After using pixel fold phones and Samsung’s folding phones for a while, the appeal is pretty obvious for phones that are horizontal folding phones
- Way better ergonomics typing, reading, and taking pictures (even with complimentary use of spatial computing hardware like XReal glasses)
- Dramatically minimizes the need to buy an iPad mini or bring your iPad Pro with you
- For Apple can justify Mx silicon, iPad app support, and Apple pencil support to an iPhone product essentially making the foldable an iPad Mini Pro.
When I use my iPhone 16 Pro Max as ny daily personal phone, I can’t help but to feel it’s extremely archaic to use in comparison to the ergonomic gains of such devices; I keep thinking: “If only Apple created a foldable phone that expands to be mini tablet sized ; it would eliminate the need for me to ever think about iPad mini which is always inadequate for me having a iPad Pro”.
Typing, reading, and taking photos with a back panel the subjects can see in real-time how they look is invaluable for times or situations I can’t bring my DSLR.

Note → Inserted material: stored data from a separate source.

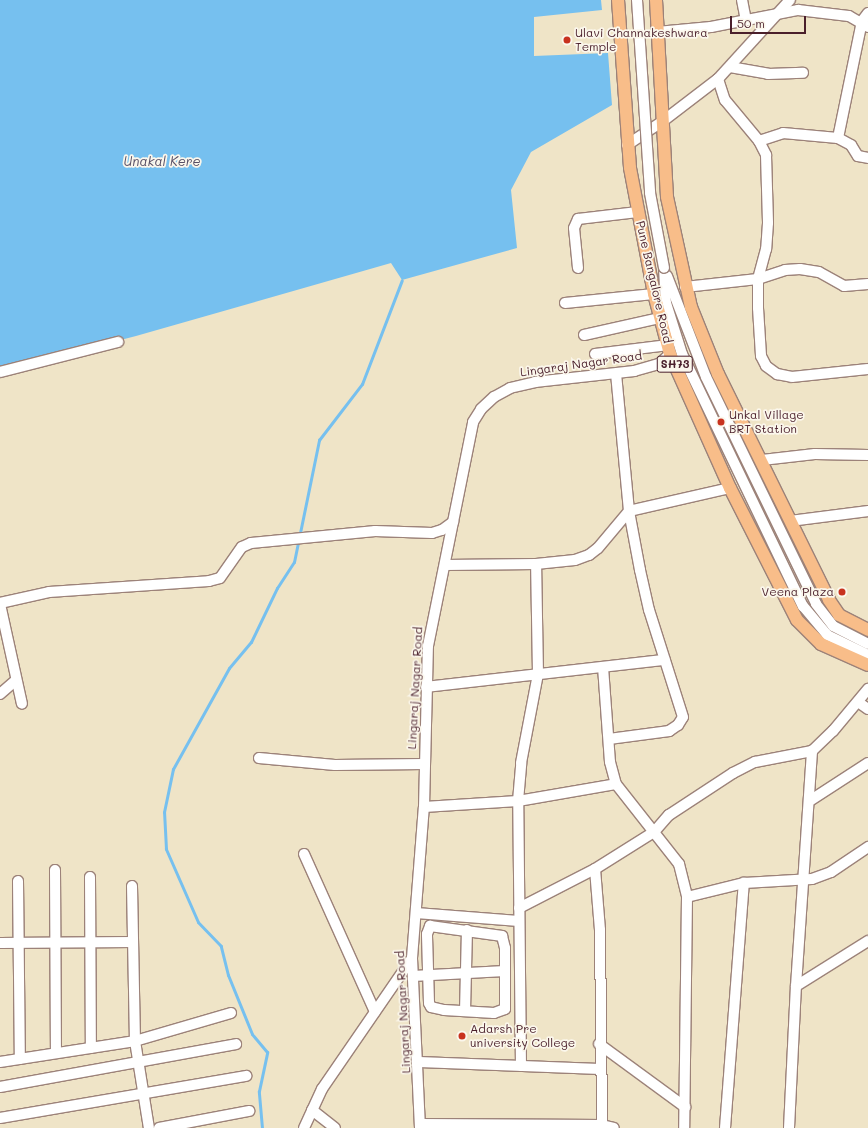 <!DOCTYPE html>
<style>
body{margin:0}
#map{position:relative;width:868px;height:1128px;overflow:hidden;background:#efe4c7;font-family:Mali,sans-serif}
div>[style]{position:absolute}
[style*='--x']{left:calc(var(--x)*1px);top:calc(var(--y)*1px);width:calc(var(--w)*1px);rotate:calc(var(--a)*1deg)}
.water>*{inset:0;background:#76c0ef}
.stream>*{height:3px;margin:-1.5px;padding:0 1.5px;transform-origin:1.5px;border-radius:1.5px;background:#76c0ef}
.building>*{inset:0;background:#edaccc}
.roads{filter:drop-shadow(1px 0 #9c8279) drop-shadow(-1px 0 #9c8279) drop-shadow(0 1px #9c8279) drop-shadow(0 -1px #9c8279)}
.minor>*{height:10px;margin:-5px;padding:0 5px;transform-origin:5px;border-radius:5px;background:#fff}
.major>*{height:12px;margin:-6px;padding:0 6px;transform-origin:6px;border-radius:6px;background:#f8bd89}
.bridges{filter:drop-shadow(1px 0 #9c8279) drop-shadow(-1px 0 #9c8279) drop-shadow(0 1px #9c8279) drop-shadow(0 -1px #9c8279)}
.minor-bridge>*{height:10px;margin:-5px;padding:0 5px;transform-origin:5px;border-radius:5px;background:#fff}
.dots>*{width:11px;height:11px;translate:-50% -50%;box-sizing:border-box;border:2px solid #fbf7ec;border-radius:50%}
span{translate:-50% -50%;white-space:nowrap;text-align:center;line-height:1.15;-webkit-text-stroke:3.5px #fbf7ec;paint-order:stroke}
.shield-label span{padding:1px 3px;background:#fbf7ec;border:1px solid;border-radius:3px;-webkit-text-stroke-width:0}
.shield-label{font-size:11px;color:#4a1f2b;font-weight:700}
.poi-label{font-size:12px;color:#4a1f2b}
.left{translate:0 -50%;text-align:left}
.right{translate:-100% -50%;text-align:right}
.street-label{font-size:12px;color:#4a1f2b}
.water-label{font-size:13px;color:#574f66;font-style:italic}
.scale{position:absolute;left:730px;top:16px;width:76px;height:18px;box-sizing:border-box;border:2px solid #4a1f2b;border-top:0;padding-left:5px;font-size:12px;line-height:14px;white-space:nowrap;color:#4a1f2b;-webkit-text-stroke:3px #fbf7ec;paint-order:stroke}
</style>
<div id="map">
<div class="water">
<div style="clip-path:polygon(0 0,601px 0,602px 10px,534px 17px,534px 56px,608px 53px,612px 105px,531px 152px,511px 190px,517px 248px,402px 280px,391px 263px,136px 336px,0 371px)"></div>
</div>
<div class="stream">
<div style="--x:262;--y:1128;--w:37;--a:-95"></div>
<div style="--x:259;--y:1091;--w:40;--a:-78"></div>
<div style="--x:267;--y:1052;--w:23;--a:-130"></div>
<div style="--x:252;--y:1034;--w:64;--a:-112.1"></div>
<div style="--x:228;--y:975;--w:30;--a:-104"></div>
<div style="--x:221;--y:946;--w:33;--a:-134"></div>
<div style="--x:198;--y:922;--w:80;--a:-113.7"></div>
<div style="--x:166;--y:849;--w:37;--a:-93"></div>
<div style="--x:164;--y:812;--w:44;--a:-78.2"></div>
<div style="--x:173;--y:769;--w:115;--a:-61"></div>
<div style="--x:229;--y:668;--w:34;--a:-50"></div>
<div style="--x:251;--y:642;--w:60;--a:-64.3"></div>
<div style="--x:277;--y:588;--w:31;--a:-57"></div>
<div style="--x:294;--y:562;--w:125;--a:-78.4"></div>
<div style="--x:319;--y:440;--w:71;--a:-52.5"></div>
<div style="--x:362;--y:384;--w:111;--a:-69"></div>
</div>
<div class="building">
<div style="clip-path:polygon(710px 390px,740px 451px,730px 454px,702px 393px)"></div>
</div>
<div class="roads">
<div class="minor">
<div style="--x:742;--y:0;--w:21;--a:79"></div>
<div style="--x:657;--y:32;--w:54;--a:-5.3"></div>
<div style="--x:711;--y:27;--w:89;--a:-11.1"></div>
<div style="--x:798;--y:10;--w:51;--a:6.7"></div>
<div style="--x:849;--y:16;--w:22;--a:30"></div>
<div style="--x:730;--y:67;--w:39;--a:10"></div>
<div style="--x:768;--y:74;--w:35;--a:-2"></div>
<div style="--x:718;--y:79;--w:22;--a:72"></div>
<div style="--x:725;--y:100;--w:53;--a:50.3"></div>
<div style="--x:759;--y:141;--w:16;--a:63"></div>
<div style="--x:766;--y:155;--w:68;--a:88.3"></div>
<div style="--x:768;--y:223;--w:26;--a:94"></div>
<div style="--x:766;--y:249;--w:31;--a:105"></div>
<div style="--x:758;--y:279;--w:29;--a:90"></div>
<div style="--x:758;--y:308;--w:48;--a:86.4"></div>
<div style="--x:761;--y:356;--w:11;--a:63"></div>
<div style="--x:766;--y:366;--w:14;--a:36"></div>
<div style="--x:777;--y:374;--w:15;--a:11"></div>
<div style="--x:792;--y:377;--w:76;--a:-6"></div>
<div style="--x:838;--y:138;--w:119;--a:-78.4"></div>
<div style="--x:862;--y:21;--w:10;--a:-53"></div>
<div style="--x:759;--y:141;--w:25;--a:-18"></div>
<div style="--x:783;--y:133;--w:55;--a:5.2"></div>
<div style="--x:838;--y:138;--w:15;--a:28"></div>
<div style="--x:851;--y:145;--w:13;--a:58"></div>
<div style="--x:858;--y:156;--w:10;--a:11"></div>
<div style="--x:627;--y:145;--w:43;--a:-33.7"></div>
<div style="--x:663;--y:121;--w:69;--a:-37.4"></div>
<div style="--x:718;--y:79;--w:107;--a:-47.7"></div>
<div style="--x:578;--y:268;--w:40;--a:-95.7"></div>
<div style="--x:574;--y:228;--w:10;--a:-66"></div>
<div style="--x:578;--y:219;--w:60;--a:-6.7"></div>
<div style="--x:664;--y:268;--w:35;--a:87"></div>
<div style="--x:666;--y:303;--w:53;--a:72.6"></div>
<div style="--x:682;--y:354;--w:280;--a:64.4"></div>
<div style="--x:803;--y:606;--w:38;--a:50"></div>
<div style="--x:827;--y:635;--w:46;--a:26"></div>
<div style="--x:667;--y:276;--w:108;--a:68.9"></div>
<div style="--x:706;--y:377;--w:252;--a:64.1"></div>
<div style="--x:816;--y:604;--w:28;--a:52"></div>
<div style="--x:833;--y:626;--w:39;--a:27"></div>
<div style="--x:685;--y:287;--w:73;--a:-6.3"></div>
<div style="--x:758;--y:279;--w:28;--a:-18"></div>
<div style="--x:785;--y:270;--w:15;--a:-4"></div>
<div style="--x:800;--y:269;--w:19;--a:9"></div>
<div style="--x:819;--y:272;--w:29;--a:29"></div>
<div style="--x:844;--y:286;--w:24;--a:-5"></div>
<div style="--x:565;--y:303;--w:89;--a:-5.8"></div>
<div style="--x:584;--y:335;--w:78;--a:-12.6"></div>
<div style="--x:595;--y:354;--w:74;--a:-7"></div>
<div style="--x:0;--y:372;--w:122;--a:-14.3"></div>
<div style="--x:762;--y:460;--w:53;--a:-6.5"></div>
<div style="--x:815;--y:454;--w:53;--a:1.1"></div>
<div style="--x:790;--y:521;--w:79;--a:-7.3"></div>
<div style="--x:445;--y:565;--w:91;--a:-0.6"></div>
<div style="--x:536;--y:564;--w:39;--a:-6"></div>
<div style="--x:575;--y:560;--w:15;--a:-20"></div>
<div style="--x:589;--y:555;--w:11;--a:-38"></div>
<div style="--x:598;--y:548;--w:48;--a:-50"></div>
<div style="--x:629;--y:511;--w:104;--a:-12.8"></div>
<div style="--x:0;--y:603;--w:50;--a:-12.7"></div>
<div style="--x:49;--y:592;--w:160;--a:-3.9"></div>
<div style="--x:209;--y:581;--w:11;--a:-15"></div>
<div style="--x:220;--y:578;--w:38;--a:-55"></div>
<div style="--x:242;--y:547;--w:10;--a:-24"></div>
<div style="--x:251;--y:543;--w:125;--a:-5.5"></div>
<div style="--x:375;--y:531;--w:57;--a:2"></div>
<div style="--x:432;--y:533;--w:10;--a:-17"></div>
<div style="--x:442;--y:530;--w:14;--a:-36"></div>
<div style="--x:0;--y:604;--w:102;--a:77.6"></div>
<div style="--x:603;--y:667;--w:95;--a:85.8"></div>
<div style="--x:610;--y:762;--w:23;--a:75"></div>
<div style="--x:616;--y:784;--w:102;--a:51.8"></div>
<div style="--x:679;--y:864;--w:34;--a:76"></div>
<div style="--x:687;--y:897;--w:231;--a:90.7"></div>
<div style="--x:426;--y:687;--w:240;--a:-6.5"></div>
<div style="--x:0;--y:694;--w:21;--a:-41"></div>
<div style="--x:858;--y:702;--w:12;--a:35"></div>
<div style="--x:609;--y:739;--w:61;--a:-7.6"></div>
<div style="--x:669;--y:731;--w:11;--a:-34"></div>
<div style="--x:678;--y:725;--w:9;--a:-58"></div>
<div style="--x:683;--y:717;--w:112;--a:-107.6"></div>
<div style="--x:649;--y:610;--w:41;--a:-102.7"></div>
<div style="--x:640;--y:570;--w:60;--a:-100.6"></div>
<div style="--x:629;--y:511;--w:138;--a:-95.4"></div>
<div style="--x:259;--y:758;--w:76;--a:5.3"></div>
<div style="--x:335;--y:765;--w:89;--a:-0.6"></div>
<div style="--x:811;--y:800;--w:68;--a:-33"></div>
<div style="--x:424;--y:807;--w:94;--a:-3.7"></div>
<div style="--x:518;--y:801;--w:99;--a:-9.8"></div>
<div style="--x:304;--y:854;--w:173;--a:65.8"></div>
<div style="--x:595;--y:869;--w:61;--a:85.3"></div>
<div style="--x:600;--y:930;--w:198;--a:89.4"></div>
<div style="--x:55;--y:870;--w:183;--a:89.7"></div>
<div style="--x:90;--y:877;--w:171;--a:89.7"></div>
<div style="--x:18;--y:881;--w:178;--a:89.4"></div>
<div style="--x:132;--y:886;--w:155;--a:88.9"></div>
<div style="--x:135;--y:1041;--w:88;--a:80.9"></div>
<div style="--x:687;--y:897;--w:59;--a:-13.8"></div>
<div style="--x:744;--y:883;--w:68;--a:-3.4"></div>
<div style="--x:812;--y:879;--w:20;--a:-20"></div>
<div style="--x:831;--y:872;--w:45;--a:-34"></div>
<div style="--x:519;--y:908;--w:85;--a:-27.2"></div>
<div style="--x:595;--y:869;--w:70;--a:-32.1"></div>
<div style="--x:654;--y:832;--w:23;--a:-49"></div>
<div style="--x:669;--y:815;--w:77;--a:-33.3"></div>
<div style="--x:733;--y:773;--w:25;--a:-27"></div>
<div style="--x:755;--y:762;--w:58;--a:-10.9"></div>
<div style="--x:812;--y:751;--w:29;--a:-44"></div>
<div style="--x:833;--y:731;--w:55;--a:-50.2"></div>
<div style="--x:416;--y:913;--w:103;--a:4.4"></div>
<div style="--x:430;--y:926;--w:73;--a:7.9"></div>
<div style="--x:502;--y:936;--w:12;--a:76"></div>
<div style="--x:505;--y:948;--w:61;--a:90"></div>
<div style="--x:505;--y:1009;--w:12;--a:160"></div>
<div style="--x:494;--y:1013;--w:50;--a:-176.6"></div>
<div style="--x:444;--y:1010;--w:13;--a:-167"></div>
<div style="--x:431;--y:1007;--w:4;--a:-117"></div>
<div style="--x:429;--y:1003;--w:69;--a:-91.7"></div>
<div style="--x:427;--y:934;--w:9;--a:-69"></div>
<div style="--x:0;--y:943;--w:133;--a:-0.4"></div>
<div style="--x:413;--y:976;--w:92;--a:-3.1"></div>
<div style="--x:796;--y:986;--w:85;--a:-32"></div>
<div style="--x:465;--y:1011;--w:81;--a:-88.6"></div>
<div style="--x:599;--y:1044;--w:107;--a:36.2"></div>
<div style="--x:0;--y:1062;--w:137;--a:-8.8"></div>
<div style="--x:135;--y:1041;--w:100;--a:-16.3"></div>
<div style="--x:419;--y:1062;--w:181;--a:2.2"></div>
<div style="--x:521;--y:1066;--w:265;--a:-90.6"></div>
<div style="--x:518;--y:801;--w:38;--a:-85"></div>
<div style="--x:521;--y:763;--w:91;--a:-79.2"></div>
<div style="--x:538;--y:674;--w:110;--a:-91"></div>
<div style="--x:0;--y:1087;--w:240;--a:-10.3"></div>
<div style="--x:312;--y:1110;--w:29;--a:38"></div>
<div style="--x:0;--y:1118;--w:250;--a:-9.7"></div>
<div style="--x:420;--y:1124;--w:182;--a:0.3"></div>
<div style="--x:602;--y:1125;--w:12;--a:14"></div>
<div style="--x:159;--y:1128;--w:92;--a:-10.7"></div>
<div style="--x:304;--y:1128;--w:43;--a:-65.2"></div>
<div style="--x:322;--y:1089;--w:159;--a:-55.5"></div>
<div style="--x:420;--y:1128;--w:170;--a:-92.7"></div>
<div style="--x:412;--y:958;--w:151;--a:-85.5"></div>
<div style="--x:424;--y:807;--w:161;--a:-88.6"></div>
<div style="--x:428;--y:646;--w:228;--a:-78.6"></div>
<div style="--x:473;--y:422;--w:15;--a:-58"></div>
<div style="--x:481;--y:409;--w:18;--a:-43"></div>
<div style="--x:494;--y:397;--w:18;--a:-29"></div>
<div style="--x:510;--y:388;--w:26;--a:-13"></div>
<div style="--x:535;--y:382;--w:100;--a:-6.3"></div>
<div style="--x:634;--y:371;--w:26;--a:-16"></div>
<div style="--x:659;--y:364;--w:15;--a:-42"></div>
<div style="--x:725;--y:1128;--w:246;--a:-85.6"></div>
<div style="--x:789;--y:1128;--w:142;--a:-87.2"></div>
<div style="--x:796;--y:986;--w:236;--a:-86.1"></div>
</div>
<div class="major">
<div style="--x:618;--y:0;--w:168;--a:85.9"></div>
<div style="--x:630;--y:168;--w:128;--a:79.2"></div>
<div style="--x:654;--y:294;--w:62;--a:75.1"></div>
<div style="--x:670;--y:354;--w:147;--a:65.9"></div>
<div style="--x:730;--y:488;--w:148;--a:63.1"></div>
<div style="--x:797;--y:620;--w:34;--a:45"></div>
<div style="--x:821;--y:644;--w:51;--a:24.1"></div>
<div style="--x:656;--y:0;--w:197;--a:86.8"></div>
<div style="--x:667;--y:197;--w:113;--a:77.7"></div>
<div style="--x:691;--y:307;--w:72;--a:68.1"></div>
<div style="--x:718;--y:374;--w:252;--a:63.8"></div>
<div style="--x:829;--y:600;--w:18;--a:56"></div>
<div style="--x:839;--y:615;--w:33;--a:27"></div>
</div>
</div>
<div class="bridges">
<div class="minor-bridge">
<div style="--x:637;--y:0;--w:193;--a:86.1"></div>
<div style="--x:650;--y:193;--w:76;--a:79.4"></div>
</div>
</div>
<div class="dots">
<div style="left:567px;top:40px;background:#c8321e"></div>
<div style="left:721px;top:422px;background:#c8321e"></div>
<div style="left:842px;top:592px;background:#c8321e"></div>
<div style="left:462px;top:1036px;background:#c8321e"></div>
</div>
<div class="shield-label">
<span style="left:675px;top:364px">SH73</span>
</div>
<div class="poi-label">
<span class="left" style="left:575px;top:40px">Ulavi Channakeshwara<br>Temple</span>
<span class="left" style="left:729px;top:422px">Unkal Village<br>BRT Station</span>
<span class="right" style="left:834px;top:592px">Veena Plaza</span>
<span class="left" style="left:470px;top:1036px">Adarsh Pre<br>university College</span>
</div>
<div class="street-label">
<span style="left:654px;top:282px;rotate:77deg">Pune Bangalore Road</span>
<span style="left:581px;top:364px;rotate:-8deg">Lingaraj Nagar Road</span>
<span style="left:415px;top:688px;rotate:-87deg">Lingaraj Nagar Road</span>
<span style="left:403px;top:1012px;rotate:-93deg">Lingaraj Nagar Road</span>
</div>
<div class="water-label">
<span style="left:162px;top:161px">Unakal Kere</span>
</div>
<div class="scale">50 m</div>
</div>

I’d be tremendously disappointed if they go the Razer flip route as the sole option in their foldable phones line-up; that’s more appropriate for iPhone SE class of users vs their iPhone Pro audience.
A new foldable that’s a tier above the iPhone Pro makes the most sense.
It will ultimately be more expensive (absolutely zero way around that) with the trade-offs worth it for the target audience of the iPhone with Apple merely having more profit margins and a tier that served better as a base of upcoming tech features maybe available to mainstream devices gen or so later…
Early adopters and intended long-term target audiences of the devices such as creative professionals can more immediately have such phones available to them at launch as it won’t be viable and be scoffed by mainstream audiences.